╭──
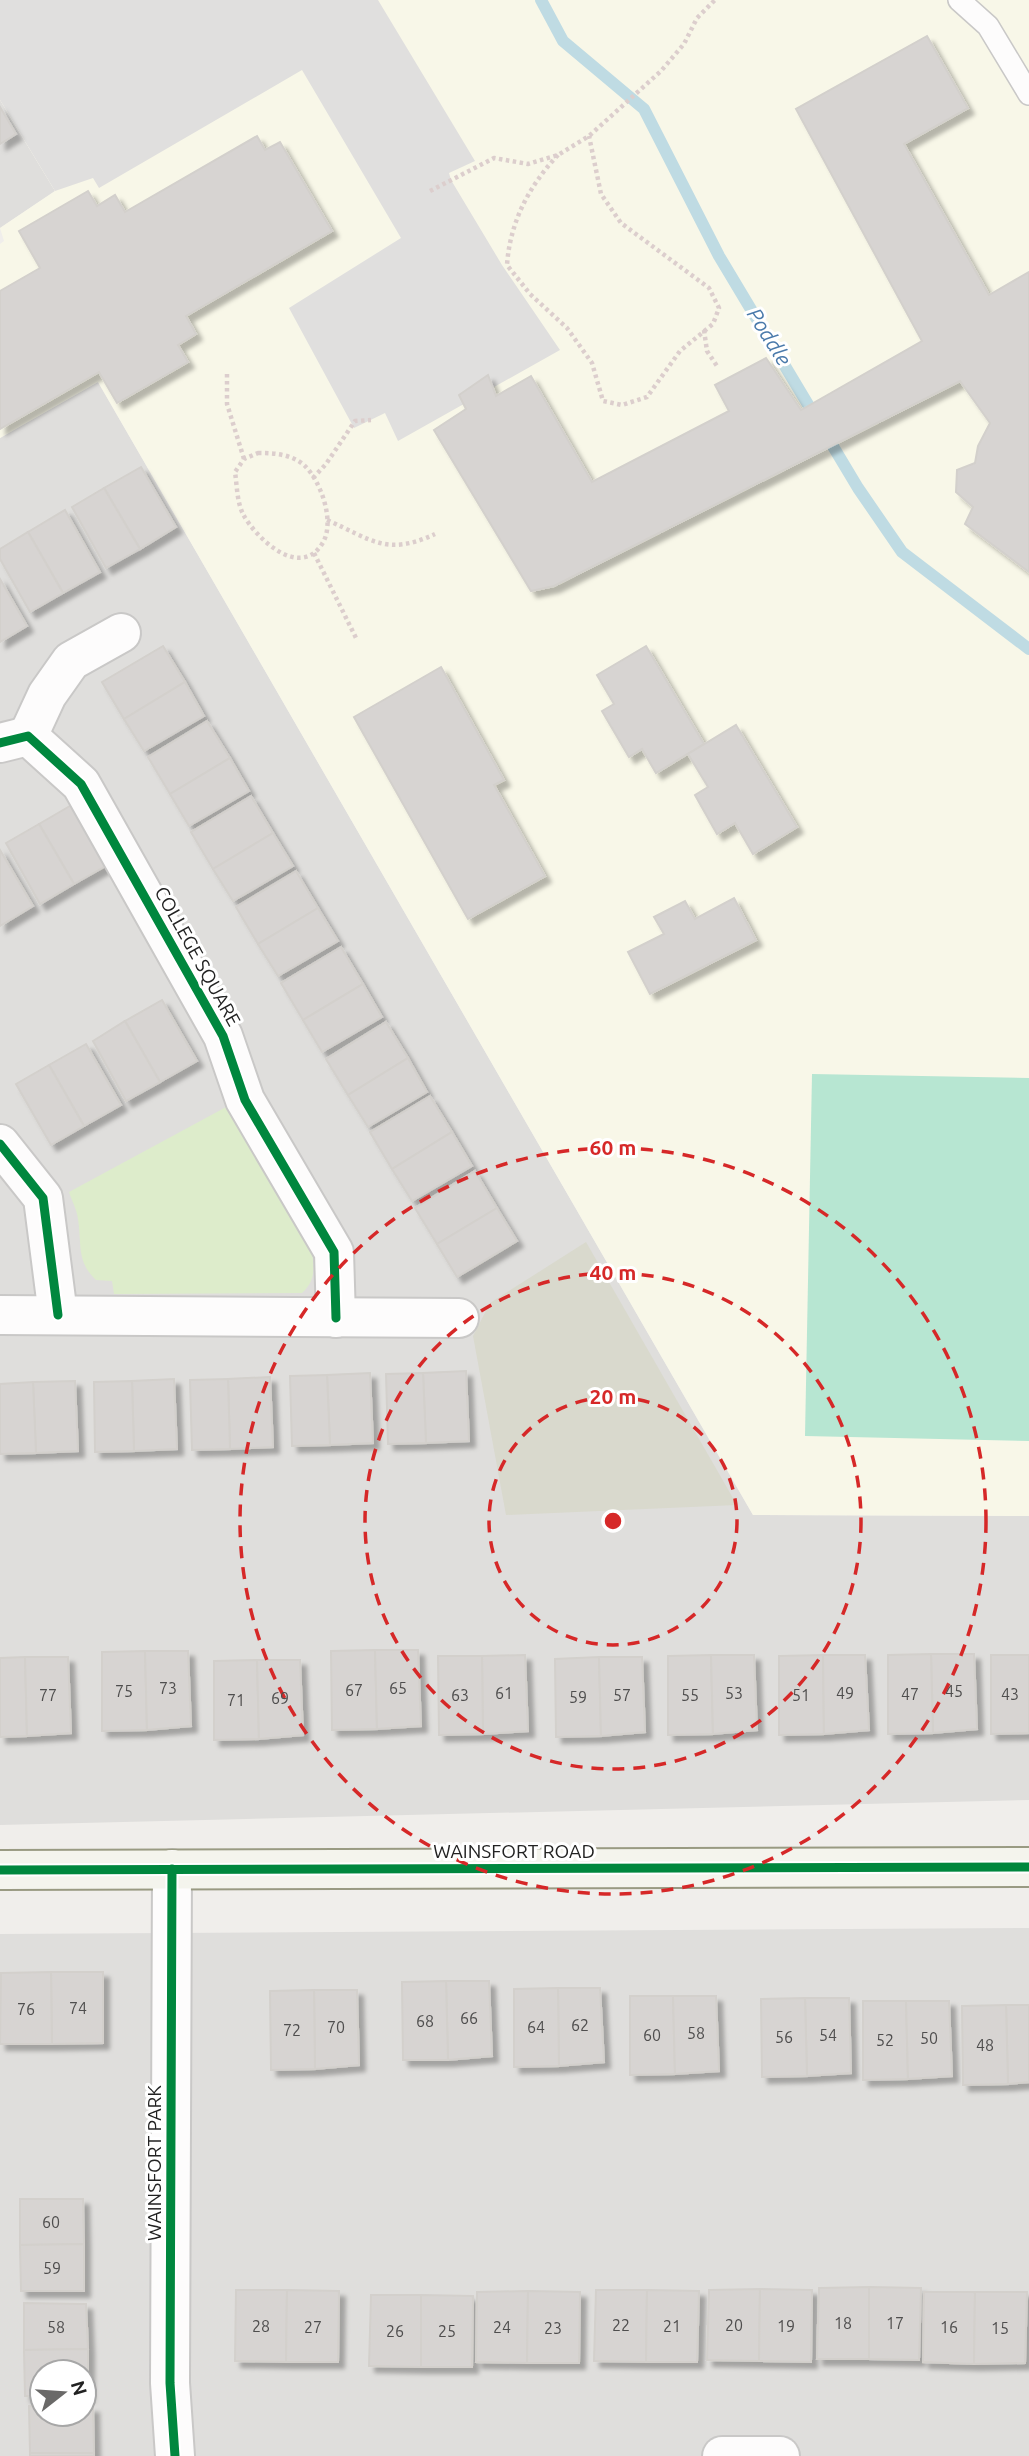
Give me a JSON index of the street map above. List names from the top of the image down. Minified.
{"streets":{"main road":["WAINSFORT ROAD"],"street":["COLLEGE SQUARE","WAINSFORT PARK"]},"crossings":[["WAINSFORT ROAD","WAINSFORT PARK"]],"water":["Poddle"],"house_numbers":["73","65","67","75","45","61","53","49","47","43","77","63","57","55","51","59","69","71","74","76","66","68","62","70","64","72","58","60","54","56","50","52","48","60","59","18","17","22","20","28","21","19","58","27","24","16","23","15","26","25"],"north":"right","rings":["60 m","40 m","20 m"]}
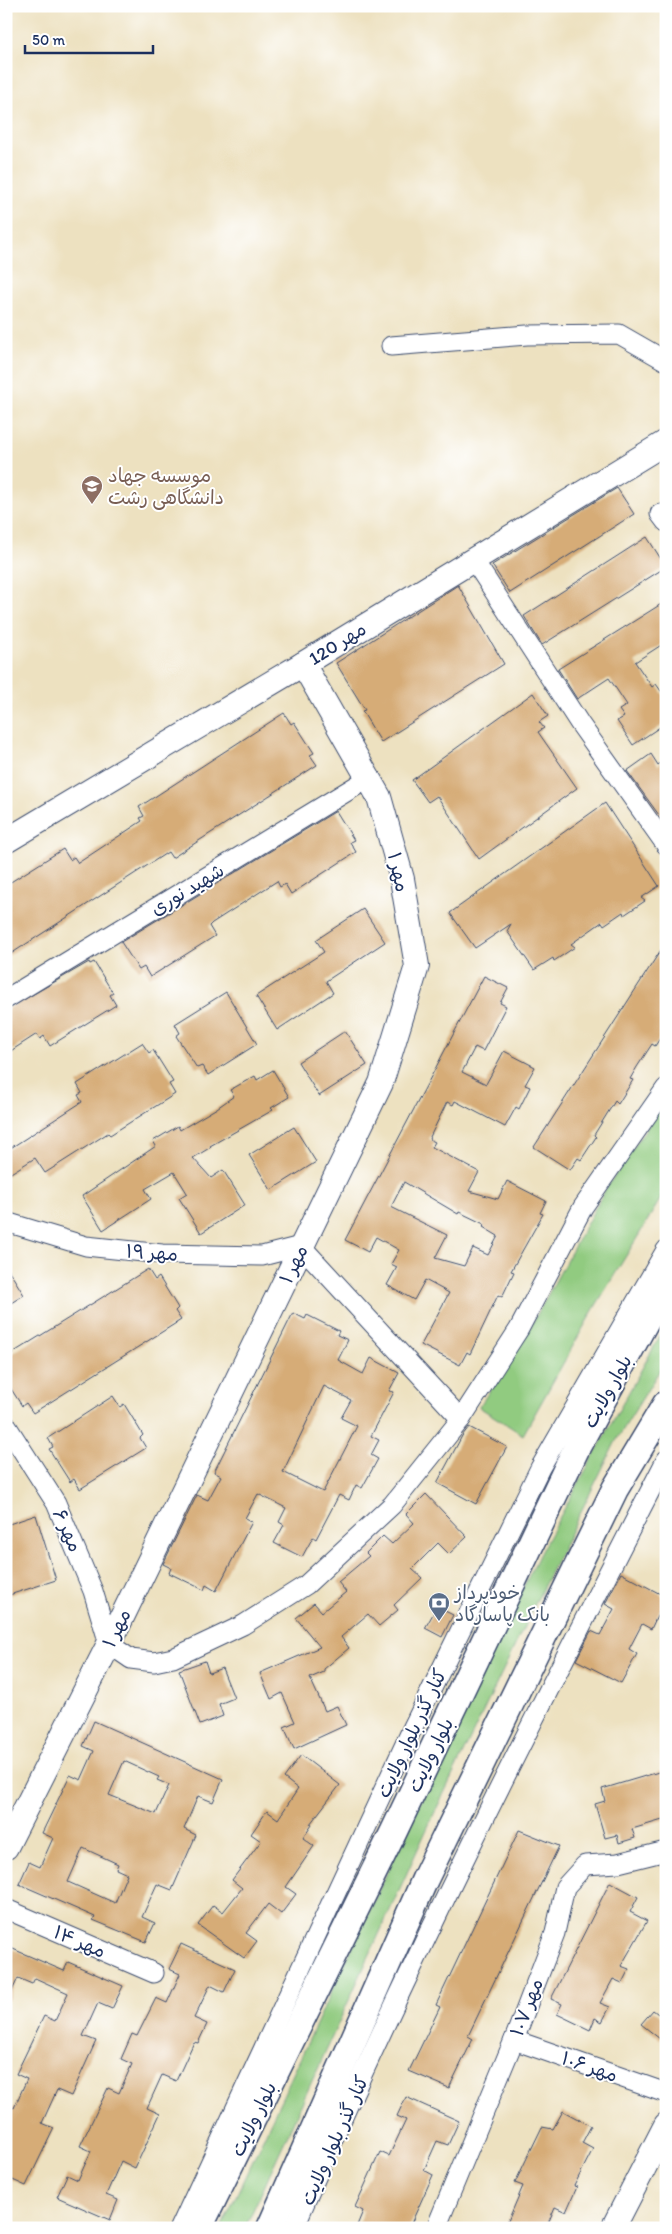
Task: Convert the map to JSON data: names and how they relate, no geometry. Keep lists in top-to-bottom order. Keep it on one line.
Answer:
╰──
▶ BRIEF:
Reproduce the lines above exactly, please, but not the pictures in them.

▶ OUTPUT OF THE TASK:
Give me a JSON index of the street map above. List names from the top of the image down. Minified.
{"streets":{"main road":["WAINSFORT ROAD"],"street":["COLLEGE SQUARE","WAINSFORT PARK"]},"crossings":[["WAINSFORT ROAD","WAINSFORT PARK"]],"water":["Poddle"],"house_numbers":["73","65","67","75","45","61","53","49","47","43","77","63","57","55","51","59","69","71","74","76","66","68","62","70","64","72","58","60","54","56","50","52","48","60","59","18","17","22","20","28","21","19","58","27","24","16","23","15","26","25"],"north":"right","rings":["60 m","40 m","20 m"]}
Task: Convert the map to JSON data: names and how they relate, no geometry. Keep lists in top-to-bottom order. Keep it on one line.
Answer:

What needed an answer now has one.